__Exercise goal__
The answer must be an exact transcription of the lines below from the first through the one containing "g.lineCap = dash ? 'butt' : 'round';", with the pictures left out; please add nothing else.
= = = = = = =
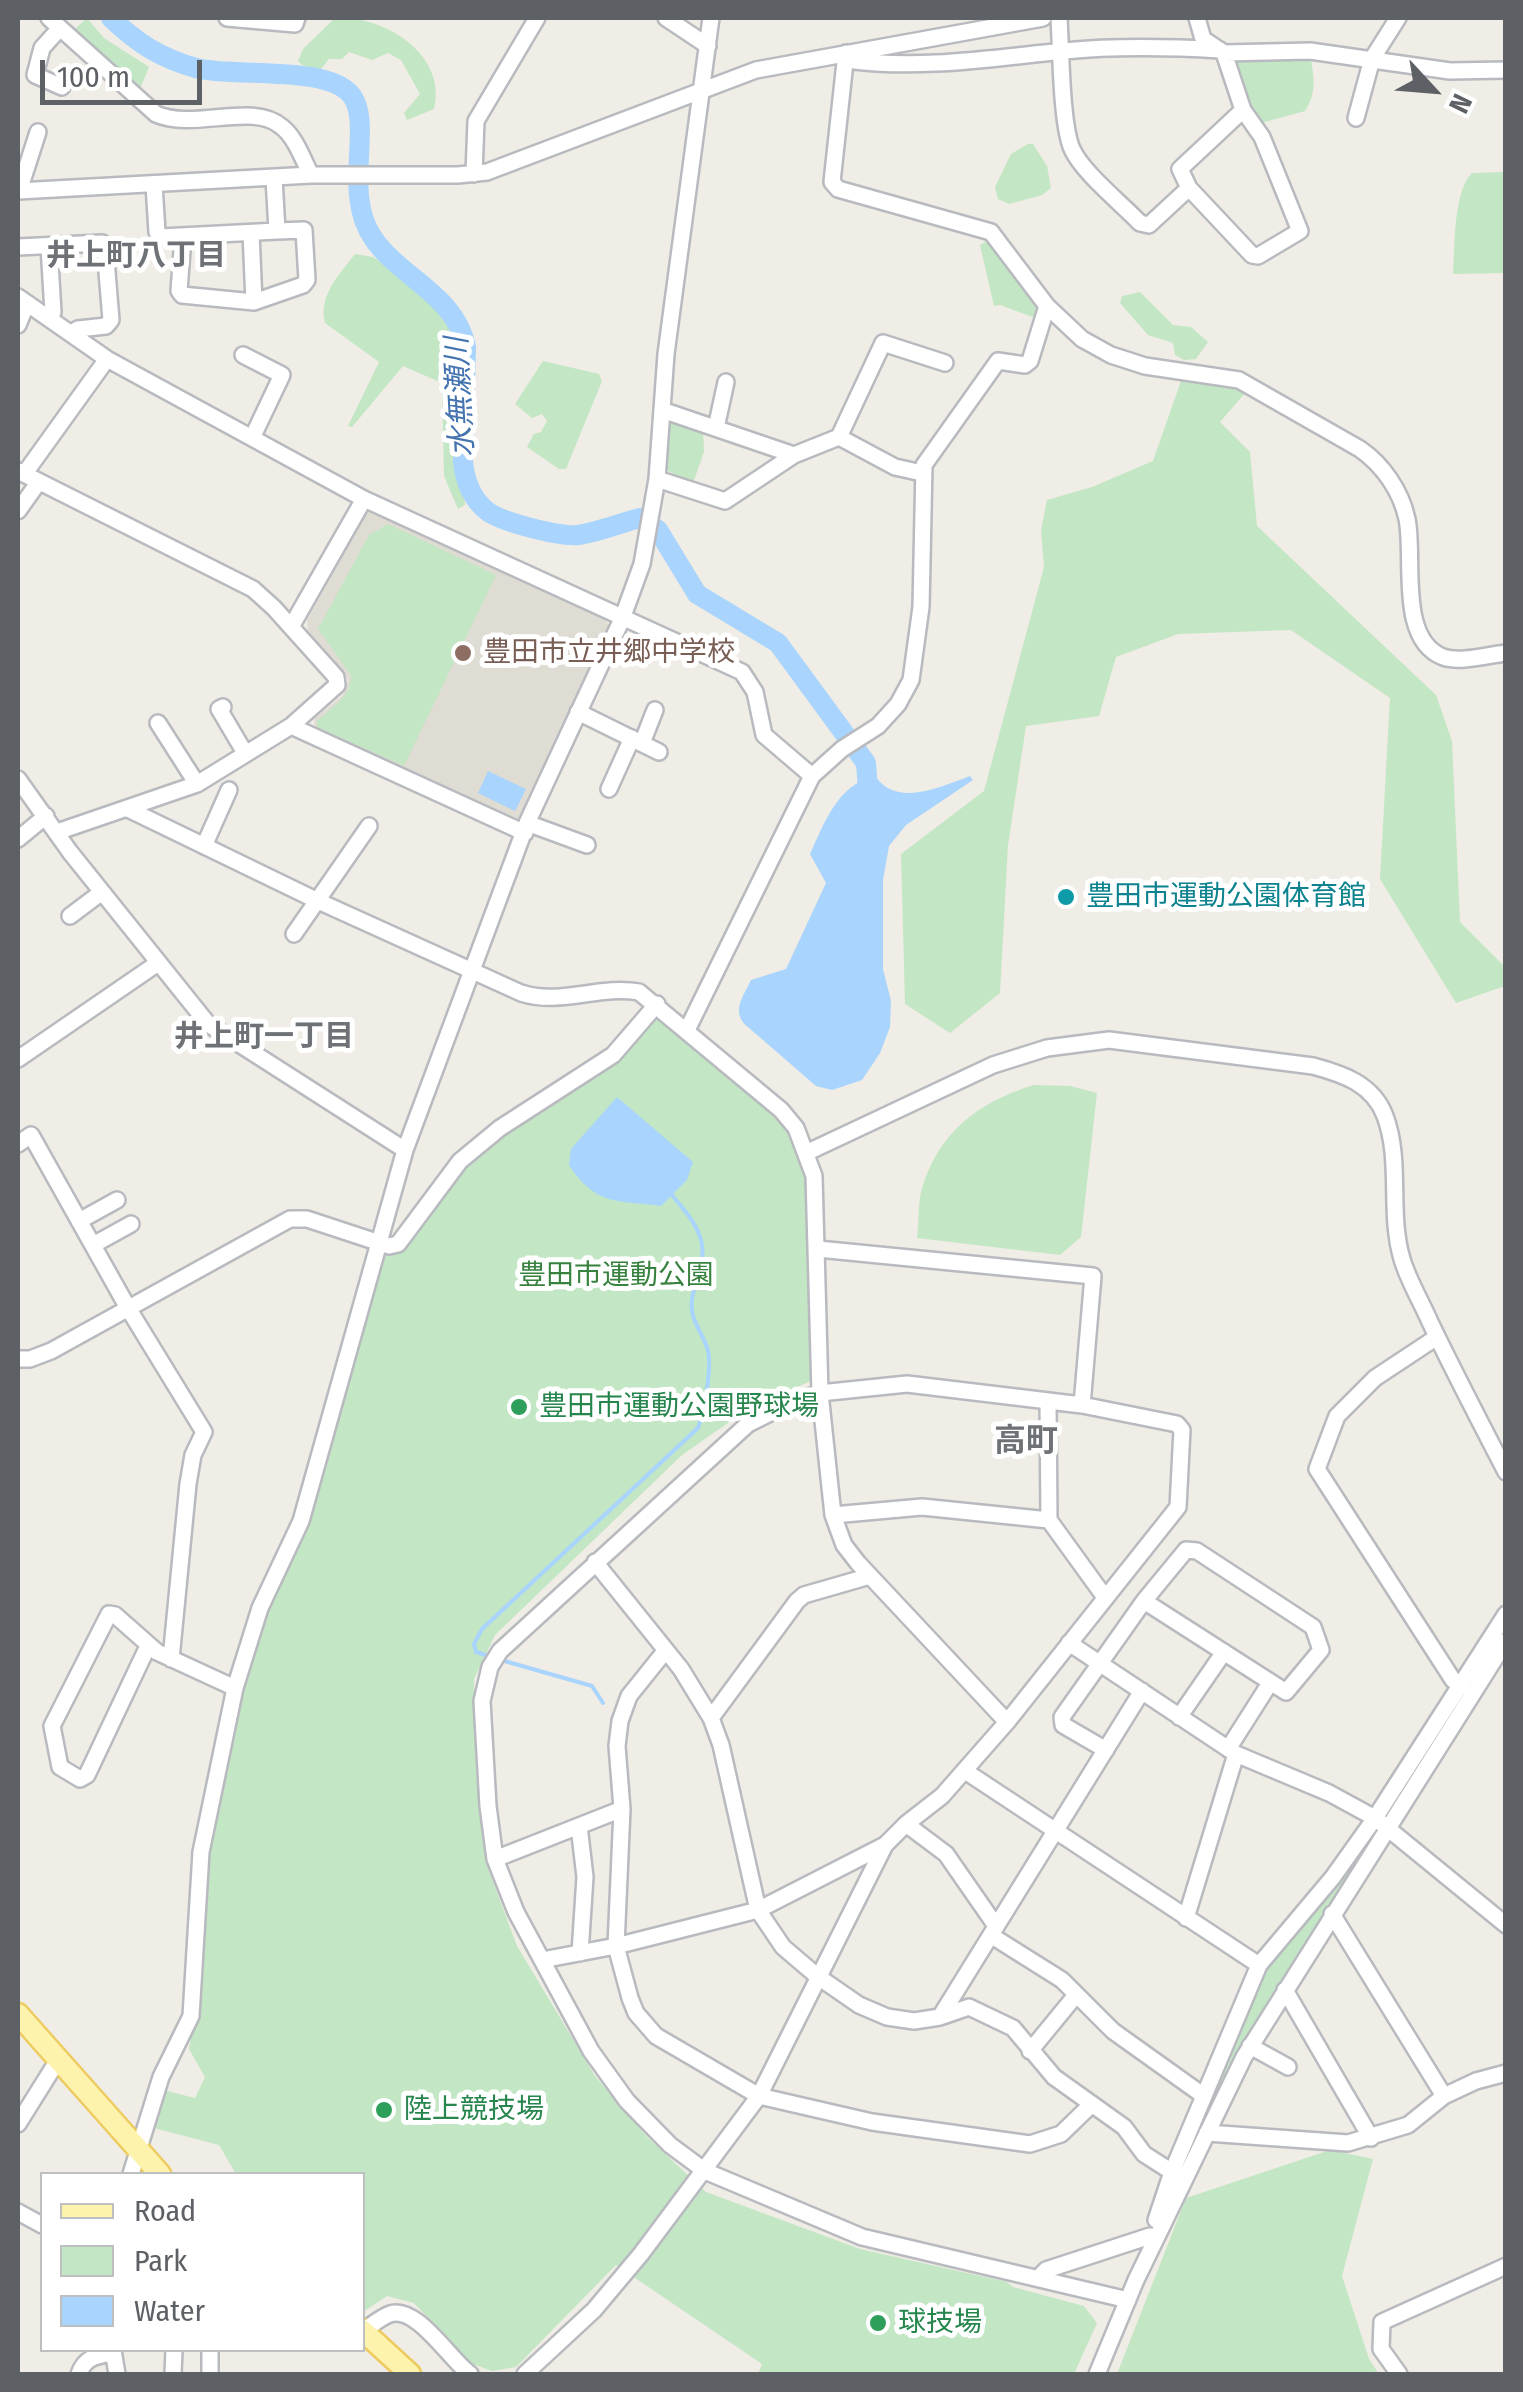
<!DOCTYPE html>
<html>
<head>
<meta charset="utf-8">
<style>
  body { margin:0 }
  #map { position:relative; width:1523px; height:2392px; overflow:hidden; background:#efede5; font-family:"Fira Sans Condensed",sans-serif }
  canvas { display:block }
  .frame { position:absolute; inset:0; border:20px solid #5d6065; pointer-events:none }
  .legend { position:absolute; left:40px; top:2172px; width:325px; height:180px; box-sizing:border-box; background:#fff; border:2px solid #bebfc1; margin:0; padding:12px 18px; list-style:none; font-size:30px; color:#5d6065 }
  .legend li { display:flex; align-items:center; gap:20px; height:50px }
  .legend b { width:50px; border:2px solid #bebfc1 }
  .north { position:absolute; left:1383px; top:40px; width:100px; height:100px; -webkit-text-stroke:8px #fff; paint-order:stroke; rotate:116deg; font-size:28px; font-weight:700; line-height:40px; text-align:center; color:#5d6065 }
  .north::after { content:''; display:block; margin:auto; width:35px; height:45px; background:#5d6065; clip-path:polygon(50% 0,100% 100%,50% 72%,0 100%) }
  .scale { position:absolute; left:40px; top:60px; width:162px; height:45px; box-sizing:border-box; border:5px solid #5d6065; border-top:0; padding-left:12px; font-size:30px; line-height:35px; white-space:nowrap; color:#5d6065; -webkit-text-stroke:8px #fff; paint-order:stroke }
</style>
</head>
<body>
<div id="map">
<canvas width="1523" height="2392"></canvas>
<div class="frame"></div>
<ul class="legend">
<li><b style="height:12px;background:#fdf3ad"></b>Road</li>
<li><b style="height:28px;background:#c3e6c4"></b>Park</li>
<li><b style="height:28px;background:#a8d4fd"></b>Water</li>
</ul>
<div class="north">N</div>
<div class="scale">100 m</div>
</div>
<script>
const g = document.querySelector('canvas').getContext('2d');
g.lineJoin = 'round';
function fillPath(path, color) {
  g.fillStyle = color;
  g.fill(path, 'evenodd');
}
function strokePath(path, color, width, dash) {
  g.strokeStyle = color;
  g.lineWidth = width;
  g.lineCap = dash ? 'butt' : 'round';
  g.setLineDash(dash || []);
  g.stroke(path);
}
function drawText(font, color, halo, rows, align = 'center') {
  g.font = font + ' "Fira Sans Condensed","Noto Sans JP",sans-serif';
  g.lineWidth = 10;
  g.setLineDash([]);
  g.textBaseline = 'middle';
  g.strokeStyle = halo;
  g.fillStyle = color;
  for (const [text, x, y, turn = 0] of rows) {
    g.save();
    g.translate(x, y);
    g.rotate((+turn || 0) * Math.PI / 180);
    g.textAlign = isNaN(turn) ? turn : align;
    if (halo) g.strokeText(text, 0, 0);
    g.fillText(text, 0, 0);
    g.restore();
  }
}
const education = new Path2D(`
  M371,511L606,620L610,629L524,816L518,819L315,728L314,719L342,696L348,682L346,675L308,631L307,620L367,513Z`);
const green = new Path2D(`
  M87,18L104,38L149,67L140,89L75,29Z
  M335,18C384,15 448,55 434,109L407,120L404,113L420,94L401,60L388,53L372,60L349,52L342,59H329L321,69H307L298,61L303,49Z
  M1310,55C1314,75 1317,94 1305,111L1261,123L1246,95L1235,56Z
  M1028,144H1033L1047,166L1051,188L1042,195L1009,204L998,199L995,187L1011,154Z
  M1505,172V273L1453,274C1455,248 1453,191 1472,173Z
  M989,240L1041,310L1038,319L1000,305L994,306L980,245Z
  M355,254L373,257L405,279L456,324L461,346L459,440L465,505L458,509L444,476L442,383L403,366L352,427L348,426L379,362L325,323C318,295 340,274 355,254Z
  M1140,292L1173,325L1191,327L1208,342L1196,359L1184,360L1175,355L1173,343L1148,335L1120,303L1122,296Z
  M543,361L599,374L602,381L566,469H559L527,447L534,434L541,432L547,421L542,414L532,418L515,404Z
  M1181,381L1232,385L1245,393L1220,422L1250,452L1257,526L1436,695L1452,741L1460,922L1505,967V986L1456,1003L1380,879L1390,698L1291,630L1178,634L1116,657L1099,716L1026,726L1008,845L1000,993L950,1033L905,1004L901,854L984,791L1044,567L1041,531L1047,500L1092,487L1153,461Z
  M675,418L703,428L704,452L693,483L666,470L670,422Z
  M388,524L496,575L404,766L317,727V721C331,708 352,696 351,675L318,629L369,535Z
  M660,1012L785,1123L807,1171L813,1380L748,1409L682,1455L495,1635L474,1679L476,1770L486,1863L517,1946L595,2076L647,2137L706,2192L860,2249L1007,2282L1013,2287L1084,2306L1097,2323L1074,2374H758L762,2364L616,2265L516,2367L492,2371L470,2363L414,2303L387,2296L363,2312L362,2174H236L219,2145L154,2128L163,2090L195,2098L205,2077L189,2049L199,1995L207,1852L239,1685L269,1599L380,1250H395L469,1156Z
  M1034,1085L1070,1086L1097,1093L1081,1237L1060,1255L917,1238C919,1223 918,1206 921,1192C937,1133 978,1102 1034,1085Z
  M1369,1842L1372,1844L1222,2084L1161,2217L1262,1976L1282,1946Z
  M1330,2150L1373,2159L1342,2276L1369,2359L1379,2374H1117L1186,2198Z`);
const water = new Path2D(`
  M488,771L526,789L515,811L478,793Z
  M875,776C897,808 940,787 970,776L973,780L906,825L889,846L883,880V969L891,1001L890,1027L880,1053L862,1080L832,1090L816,1086L749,1028C730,1013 742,999 751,980L786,969L826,883L810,854C825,822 837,785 875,776Z
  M617,1097L693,1162L687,1180L661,1206C616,1200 596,1206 569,1165L571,1149Z`);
const stream = new Path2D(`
  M492,1657L476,1652L474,1644L482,1629L698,1428C704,1412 712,1368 708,1351C704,1334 689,1320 692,1300C694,1280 707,1261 701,1240C696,1222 684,1210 672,1195
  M501,1660L592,1686L603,1703`);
const river = new Path2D(`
  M111,18C137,43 160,58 196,68C234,78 328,64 352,96C373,125 342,193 373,238C400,278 456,295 466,347L463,462C465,481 472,499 487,511C501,522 560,537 578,535C599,532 620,523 640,518L658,530L697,594L778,643L866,763L869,803`);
const minor = new Path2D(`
  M49,18L156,114C194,131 253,101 282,127C296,138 303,160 311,175
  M227,18L295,24L297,18
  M666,18L708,46
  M1059,18C1061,48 1061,124 1072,149C1083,173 1121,203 1140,223L1149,225L1189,188
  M1197,18L1203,39L1224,53L1310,51L1450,71L1506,70
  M60,28L42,48L35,75L62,87
  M846,53L832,182L838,189L991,232L1047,306L1082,339L1111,355L1145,366L1239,380L1360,449C1383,465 1401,491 1407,519C1415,557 1397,639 1443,657C1460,663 1487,655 1506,653
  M1224,53L1243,110L1262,137L1300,231L1258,256L1252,255L1189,188L1180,169L1243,110
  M847,60C920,70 992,58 1064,51C1116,46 1168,47 1220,50
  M1356,118L1372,59L1398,18
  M474,174L476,121L537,18
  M154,185L157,232L161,237L277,231L274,178
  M18,191L311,175H458L487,172L756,70L1043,18
  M19,191L38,132
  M251,233L254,302
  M183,237L179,291L182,295L254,302L303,285L307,280L304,230L277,231
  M18,247L102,243L105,248L111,320L106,326L78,329L71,333
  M18,297L107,359L364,499L742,672L755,692L764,735L812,776
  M49,318L53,312L49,246
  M18,325L27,303
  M243,355L282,375L253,436
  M662,410L794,455L839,437L895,467L922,473
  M716,428L726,382
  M839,437L883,343L945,363
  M18,471L253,589L274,608L336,677L337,685L291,726L197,784L57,832
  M25,473L107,359
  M657,479L725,501L794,455
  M18,511L38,483
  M291,627L364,499
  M223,707L219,709L245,753
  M578,712L659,752
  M158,723L197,784
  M291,726L525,833
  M642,743L655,710
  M18,779L70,852L208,1024L405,1150
  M609,789L632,738
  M128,809L318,901L521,993C561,1006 599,985 639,992L781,1110L796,1128L814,1176L820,1393L833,1515L844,1545L858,1563L1007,1722
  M527,823L587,845
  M18,839L46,816
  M204,846L229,790
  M70,916L102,892
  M294,934L369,826
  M687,1030L812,776L842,749L878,726L898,704L911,680L921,607L924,465L998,361L1025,365L1030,361L1047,306
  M18,1059L158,963
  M18,1144L31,1135L128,1308L204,1432L193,1455L188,1484L171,1659
  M808,1152L993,1065L1047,1048L1109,1040L1313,1066C1343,1074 1373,1084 1385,1116C1402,1161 1388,1212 1402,1259C1408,1280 1421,1301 1430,1322C1454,1372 1480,1422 1506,1472
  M79,1221L117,1200
  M93,1245L131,1224
  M818,1249L1093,1276L1082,1405
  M1437,1337L1375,1378L1337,1416L1317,1469L1453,1680L1462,1686
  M18,1359H30L51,1351L290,1219H307L389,1246L398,1244L460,1161L500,1128L613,1055L657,1004
  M1048,1401L1049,1520L1104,1596
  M833,1515L922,1507L1049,1520
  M595,1562L681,1669L711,1718L721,1745L758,1910L783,1947L817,1976L859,2005L887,2017L914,2021L940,2017L969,2007L1013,2028L1054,2077L1124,2127L1144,2154L1172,2172
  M1069,1643L1236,1754L1329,1793L1375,1818L1506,1925
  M148,1646L87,1775L80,1779L60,1767L52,1726L109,1614L115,1615L157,1652L235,1688
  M666,1650L629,1696L620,1721L617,1746L622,1809L616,1946L630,1998L636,2013L656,2036L759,2096L872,2122L1030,2144L1061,2134L1092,2104
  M1179,1717L1224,1652
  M711,1718L797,1601L804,1595L870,1576
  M1228,1749L1270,1683
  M1106,1750L1063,1725L1062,1717L1144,1601L1186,1550L1197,1551L1313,1627L1321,1650L1286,1692L1144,1601
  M965,1771L1259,1965
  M906,1824L946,1854L996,1926
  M579,1826L585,1877L580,1953
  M495,1859L622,1809
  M1332,1914L1444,2096
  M1186,1918L1236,1754
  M992,1936L1062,1980L1113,2031L1204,2096
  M542,1960L616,1946L758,1910L885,1845
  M1285,1990L1371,2138
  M940,2017L1142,1691
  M1250,2046L1288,2067
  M1030,2051L1076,1995
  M18,2124L58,2060
  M1207,2133L1348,2143L1408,2125L1444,2096L1476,2081L1506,2073
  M131,2174L161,2077L191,2016L201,1852L235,1688L260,1608L301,1521L405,1150L527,823L622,619L642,564L657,479L666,354L711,18
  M18,2212L42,2225
  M1156,2220L1172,2172L1259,1965L1333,1877L1375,1818L1506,1614
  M1038,2278L1046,2270L1150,2236
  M363,2331C371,2326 381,2317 390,2314C417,2305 450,2360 470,2374
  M113,2350L117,2374
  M79,2374C85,2357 96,2356 113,2353
  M173,2374L174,2350
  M210,2374V2350
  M525,2374L594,2310L641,2254L759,2096L885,1845L906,1824L942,1796L1007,1722L1178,1507L1182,1430L1177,1424L1082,1405L907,1384L820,1393L784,1406L748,1424L500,1651L490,1667L482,1701L488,1806L495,1859L516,1912L591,2051L627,2101L670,2145L705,2171L862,2237L1128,2300
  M1097,2374L1136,2280L1244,2057L1506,1641
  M1399,2374L1381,2349L1382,2322L1506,2266`);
const major = new Path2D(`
  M18,2014L160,2174
  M362,2330L410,2374`);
const markers = [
  [463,653,10,"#8d6e63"],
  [1066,897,10,"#0f9aa8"],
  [519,1407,10,"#2e9e5b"],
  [384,2110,10,"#2e9e5b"],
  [878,2323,10,"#2e9e5b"]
];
const educationNames = [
  ["豊田市立井郷中学校",483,653]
];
const cultureNames = [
  ["豊田市運動公園体育館",1086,897]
];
const parkNames = [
  ["豊田市運動公園",616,1276]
];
const leisureNames = [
  ["豊田市運動公園野球場",539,1407],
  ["陸上競技場",404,2110],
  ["球技場",898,2323]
];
const neighbourhoodNames = [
  ["井上町八丁目",136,257],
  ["井上町一丁目",264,1038]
];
const waterNames = [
  ["水無瀬川",461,397,-93]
];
const quarterNames = [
  ["高町",1026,1442]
];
fillPath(education, '#dfdcd3');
fillPath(green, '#c3e6c4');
fillPath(water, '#a8d4fd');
strokePath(stream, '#a8d4fd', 4);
strokePath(river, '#a8d4fd', 20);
strokePath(minor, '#b8babf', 20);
strokePath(major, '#eecb60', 25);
strokePath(minor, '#fff', 15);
strokePath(major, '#fdf3ad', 20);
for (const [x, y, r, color] of markers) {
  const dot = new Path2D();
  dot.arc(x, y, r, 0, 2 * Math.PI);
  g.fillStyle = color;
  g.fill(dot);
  strokePath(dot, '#fff', 4);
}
drawText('28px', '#785e54', '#fff', educationNames, 'left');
drawText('28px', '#0d838f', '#fff', cultureNames, 'left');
drawText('28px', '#37823e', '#fff', parkNames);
drawText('28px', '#27864d', '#fff', leisureNames, 'left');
drawText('bold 30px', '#6e7277', '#fff', neighbourhoodNames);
drawText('italic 30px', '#4474af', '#fff', waterNames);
drawText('bold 32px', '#6e7277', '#fff', quarterNames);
</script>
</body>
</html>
= = = = = = =
__Solution to this exercise__
<!DOCTYPE html>
<html>
<head>
<meta charset="utf-8">
<style>
  body { margin:0 }
  #map { position:relative; width:1523px; height:2392px; overflow:hidden; background:#efede5; font-family:"Fira Sans Condensed",sans-serif }
  canvas { display:block }
  .frame { position:absolute; inset:0; border:20px solid #5d6065; pointer-events:none }
  .legend { position:absolute; left:40px; top:2172px; width:325px; height:180px; box-sizing:border-box; background:#fff; border:2px solid #bebfc1; margin:0; padding:12px 18px; list-style:none; font-size:30px; color:#5d6065 }
  .legend li { display:flex; align-items:center; gap:20px; height:50px }
  .legend b { width:50px; border:2px solid #bebfc1 }
  .north { position:absolute; left:1383px; top:40px; width:100px; height:100px; -webkit-text-stroke:8px #fff; paint-order:stroke; rotate:116deg; font-size:28px; font-weight:700; line-height:40px; text-align:center; color:#5d6065 }
  .north::after { content:''; display:block; margin:auto; width:35px; height:45px; background:#5d6065; clip-path:polygon(50% 0,100% 100%,50% 72%,0 100%) }
  .scale { position:absolute; left:40px; top:60px; width:162px; height:45px; box-sizing:border-box; border:5px solid #5d6065; border-top:0; padding-left:12px; font-size:30px; line-height:35px; white-space:nowrap; color:#5d6065; -webkit-text-stroke:8px #fff; paint-order:stroke }
</style>
</head>
<body>
<div id="map">
<canvas width="1523" height="2392"></canvas>
<div class="frame"></div>
<ul class="legend">
<li><b style="height:12px;background:#fdf3ad"></b>Road</li>
<li><b style="height:28px;background:#c3e6c4"></b>Park</li>
<li><b style="height:28px;background:#a8d4fd"></b>Water</li>
</ul>
<div class="north">N</div>
<div class="scale">100 m</div>
</div>
<script>
const g = document.querySelector('canvas').getContext('2d');
g.lineJoin = 'round';
function fillPath(path, color) {
  g.fillStyle = color;
  g.fill(path, 'evenodd');
}
function strokePath(path, color, width, dash) {
  g.strokeStyle = color;
  g.lineWidth = width;
  g.lineCap = dash ? 'butt' : 'round';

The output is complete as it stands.